# Mando persiana motorizada, esto (foto) puede ser la causa...



## rub3n (Feb 11, 2019)

Hola, se me ha estropeado un mando remoto de estos chiquititos para personas con motor, y ahora no sé si dejó de funcionar por esto que le falta, o eso que le falta se lo quité yo al haberse estropeado y limpiarlo con un cepillo y alcohol, esa pequeña resistencia que pongo en círculo rojo, comparado con otro que funciona, puede hacer que no vaya la función? El mando enciende el led igual, pero no se comunica con el motor, es decir, no sirve para nada.

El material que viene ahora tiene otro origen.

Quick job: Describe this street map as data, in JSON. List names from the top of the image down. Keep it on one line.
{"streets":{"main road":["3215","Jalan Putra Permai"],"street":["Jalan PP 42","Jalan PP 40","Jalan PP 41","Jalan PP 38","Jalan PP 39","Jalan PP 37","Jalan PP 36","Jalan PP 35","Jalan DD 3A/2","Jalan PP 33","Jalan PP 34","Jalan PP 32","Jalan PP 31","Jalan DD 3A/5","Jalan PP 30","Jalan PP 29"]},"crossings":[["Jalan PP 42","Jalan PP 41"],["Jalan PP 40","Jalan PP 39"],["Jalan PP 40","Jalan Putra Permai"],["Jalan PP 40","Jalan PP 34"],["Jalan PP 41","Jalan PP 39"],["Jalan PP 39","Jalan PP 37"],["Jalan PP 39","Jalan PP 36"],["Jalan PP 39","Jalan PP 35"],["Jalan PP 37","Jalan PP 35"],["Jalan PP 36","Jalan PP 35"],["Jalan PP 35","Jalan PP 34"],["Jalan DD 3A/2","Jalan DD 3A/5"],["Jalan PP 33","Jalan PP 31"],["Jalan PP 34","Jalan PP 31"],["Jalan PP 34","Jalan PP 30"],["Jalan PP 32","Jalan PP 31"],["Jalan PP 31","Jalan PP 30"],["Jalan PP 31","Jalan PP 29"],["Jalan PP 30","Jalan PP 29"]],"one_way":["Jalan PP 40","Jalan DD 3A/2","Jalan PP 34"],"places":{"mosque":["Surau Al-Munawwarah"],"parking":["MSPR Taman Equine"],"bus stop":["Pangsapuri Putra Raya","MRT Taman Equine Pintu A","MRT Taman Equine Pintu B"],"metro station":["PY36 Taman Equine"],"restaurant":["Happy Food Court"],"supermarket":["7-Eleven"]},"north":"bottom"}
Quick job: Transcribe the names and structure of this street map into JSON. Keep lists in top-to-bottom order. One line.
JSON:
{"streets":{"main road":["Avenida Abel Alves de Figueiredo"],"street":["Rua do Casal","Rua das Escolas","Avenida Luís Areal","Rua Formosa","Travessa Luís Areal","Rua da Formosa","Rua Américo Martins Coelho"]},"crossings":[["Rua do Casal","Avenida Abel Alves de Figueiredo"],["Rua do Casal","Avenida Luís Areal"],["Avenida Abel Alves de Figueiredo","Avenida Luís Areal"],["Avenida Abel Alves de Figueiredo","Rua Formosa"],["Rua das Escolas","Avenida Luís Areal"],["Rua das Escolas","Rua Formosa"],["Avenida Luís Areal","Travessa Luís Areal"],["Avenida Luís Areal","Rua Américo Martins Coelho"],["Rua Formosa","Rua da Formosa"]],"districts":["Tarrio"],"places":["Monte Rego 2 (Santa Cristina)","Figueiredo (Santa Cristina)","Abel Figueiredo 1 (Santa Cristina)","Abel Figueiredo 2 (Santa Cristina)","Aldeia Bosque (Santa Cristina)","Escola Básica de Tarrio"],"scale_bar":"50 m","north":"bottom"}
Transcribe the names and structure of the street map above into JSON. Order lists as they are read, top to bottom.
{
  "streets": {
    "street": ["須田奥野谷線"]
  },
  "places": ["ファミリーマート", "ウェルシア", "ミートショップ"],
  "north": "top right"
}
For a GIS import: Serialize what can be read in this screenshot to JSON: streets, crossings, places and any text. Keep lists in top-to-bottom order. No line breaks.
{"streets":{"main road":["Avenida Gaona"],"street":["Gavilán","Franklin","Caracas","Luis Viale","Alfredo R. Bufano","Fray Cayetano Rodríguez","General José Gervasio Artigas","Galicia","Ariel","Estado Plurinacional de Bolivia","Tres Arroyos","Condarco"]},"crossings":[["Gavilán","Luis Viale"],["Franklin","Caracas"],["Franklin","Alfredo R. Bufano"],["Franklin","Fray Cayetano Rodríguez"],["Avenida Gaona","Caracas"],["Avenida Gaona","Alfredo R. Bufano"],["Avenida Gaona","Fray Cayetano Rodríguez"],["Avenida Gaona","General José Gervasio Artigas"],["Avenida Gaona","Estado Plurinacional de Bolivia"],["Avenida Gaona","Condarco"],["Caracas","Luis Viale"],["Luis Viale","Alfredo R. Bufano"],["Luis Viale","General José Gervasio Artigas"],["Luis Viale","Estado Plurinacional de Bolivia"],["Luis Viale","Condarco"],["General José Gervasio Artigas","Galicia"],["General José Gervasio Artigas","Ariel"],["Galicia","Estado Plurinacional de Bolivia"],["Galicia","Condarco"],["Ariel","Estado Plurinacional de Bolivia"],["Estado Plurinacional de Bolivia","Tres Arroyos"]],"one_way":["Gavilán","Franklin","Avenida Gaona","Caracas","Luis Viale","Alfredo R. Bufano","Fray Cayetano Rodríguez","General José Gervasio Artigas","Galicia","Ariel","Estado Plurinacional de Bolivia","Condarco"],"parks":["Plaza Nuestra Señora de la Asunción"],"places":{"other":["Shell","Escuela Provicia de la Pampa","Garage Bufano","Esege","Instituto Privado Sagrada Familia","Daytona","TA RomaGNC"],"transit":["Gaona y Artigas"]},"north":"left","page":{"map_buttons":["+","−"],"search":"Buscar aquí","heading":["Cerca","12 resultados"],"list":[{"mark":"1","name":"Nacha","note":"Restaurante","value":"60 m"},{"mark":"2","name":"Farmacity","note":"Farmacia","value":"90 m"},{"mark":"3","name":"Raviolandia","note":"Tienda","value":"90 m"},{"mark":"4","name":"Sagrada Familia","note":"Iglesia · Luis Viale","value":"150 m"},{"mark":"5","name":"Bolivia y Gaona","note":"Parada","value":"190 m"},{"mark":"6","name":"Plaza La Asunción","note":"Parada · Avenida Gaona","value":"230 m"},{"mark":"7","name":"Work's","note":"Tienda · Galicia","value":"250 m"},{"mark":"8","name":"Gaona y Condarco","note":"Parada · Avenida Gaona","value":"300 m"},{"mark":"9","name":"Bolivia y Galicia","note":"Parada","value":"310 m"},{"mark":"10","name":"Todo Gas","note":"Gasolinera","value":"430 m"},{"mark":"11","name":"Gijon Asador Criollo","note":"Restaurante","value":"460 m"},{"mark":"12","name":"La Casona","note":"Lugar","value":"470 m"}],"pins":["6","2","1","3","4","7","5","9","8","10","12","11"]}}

Al margen de si esa puede ser la causa o no, ese tipo de componente  ¿resistencia? se puede obviar y conectar las pistas mediante soldadura, o bien poner uno más grande que ese que viene?

Hace un tiempo limpié un decodificador que iba a tirar y le quite todas las piezas, condensadores, resistencias y las piezas esas pequeñas que no sé cómo se llaman, así que tengo varias, pero no son igual, son más tipo las negras que hay abajo al lado de los botones rojos.


----------



## pandacba (Feb 11, 2019)

Hace falta una foto más cerca del componente para ver de que se trata y que  código puede tener


----------



## Fogonazo (Feb 11, 2019)

rub3n dijo:


> Hola, se me ha estropeado un mando remoto de estos chiquititos para *personas con motor*,.


*¿ Personas ?*


> . . . Al margen de si esa puede ser la causa o no, ese tipo de componente  ¿resistencia? se puede obviar .


Nop, si quieres que funcione nuevamente


> y conectar las pistas mediante soldadura, o bien poner uno más grande que ese que viene?.


Ni loco.


> Hace un tiempo limpié un decodificador que iba a tirar y le quite todas las piezas, condensadores, resistencias y las piezas esas pequeñas que no sé cómo se llaman, así que tengo varias, pero no son igual, son más tipo las negras que hay abajo al lado de los botones rojos.


¿ Tienes un multímetro ?
En caso afirmativo mide el valor de la resistencia del mando sano y busca un reemplazo.


----------



## DJ T3 (Feb 11, 2019)

A mi me suena que ese componente es un condensador para filtrar la alimentacion que viene de la bateria.
Existe la posibilidad que se haya desprogramado el mando? Quizas una combinacion de pulsadores, o similar?


----------



## Pinchavalvulas (Feb 12, 2019)

Viendo las pistas que parecen van a la pila y que está en paralelo a esta, coincido en que debe ser un condensador.
Si no funcionaba y sólo se limpió, de no ser que los contactos de la pila estuviesen sulfatados, seguro sigue la avería.


----------



## TRILO-BYTE (Feb 12, 2019)

No creo que sea resistencia es más bien un capacitor y Generalmente las fallas comunes en los controles son caídas y el cristal o el piezoeléctrico se rompen internamente y dejan de funcionar.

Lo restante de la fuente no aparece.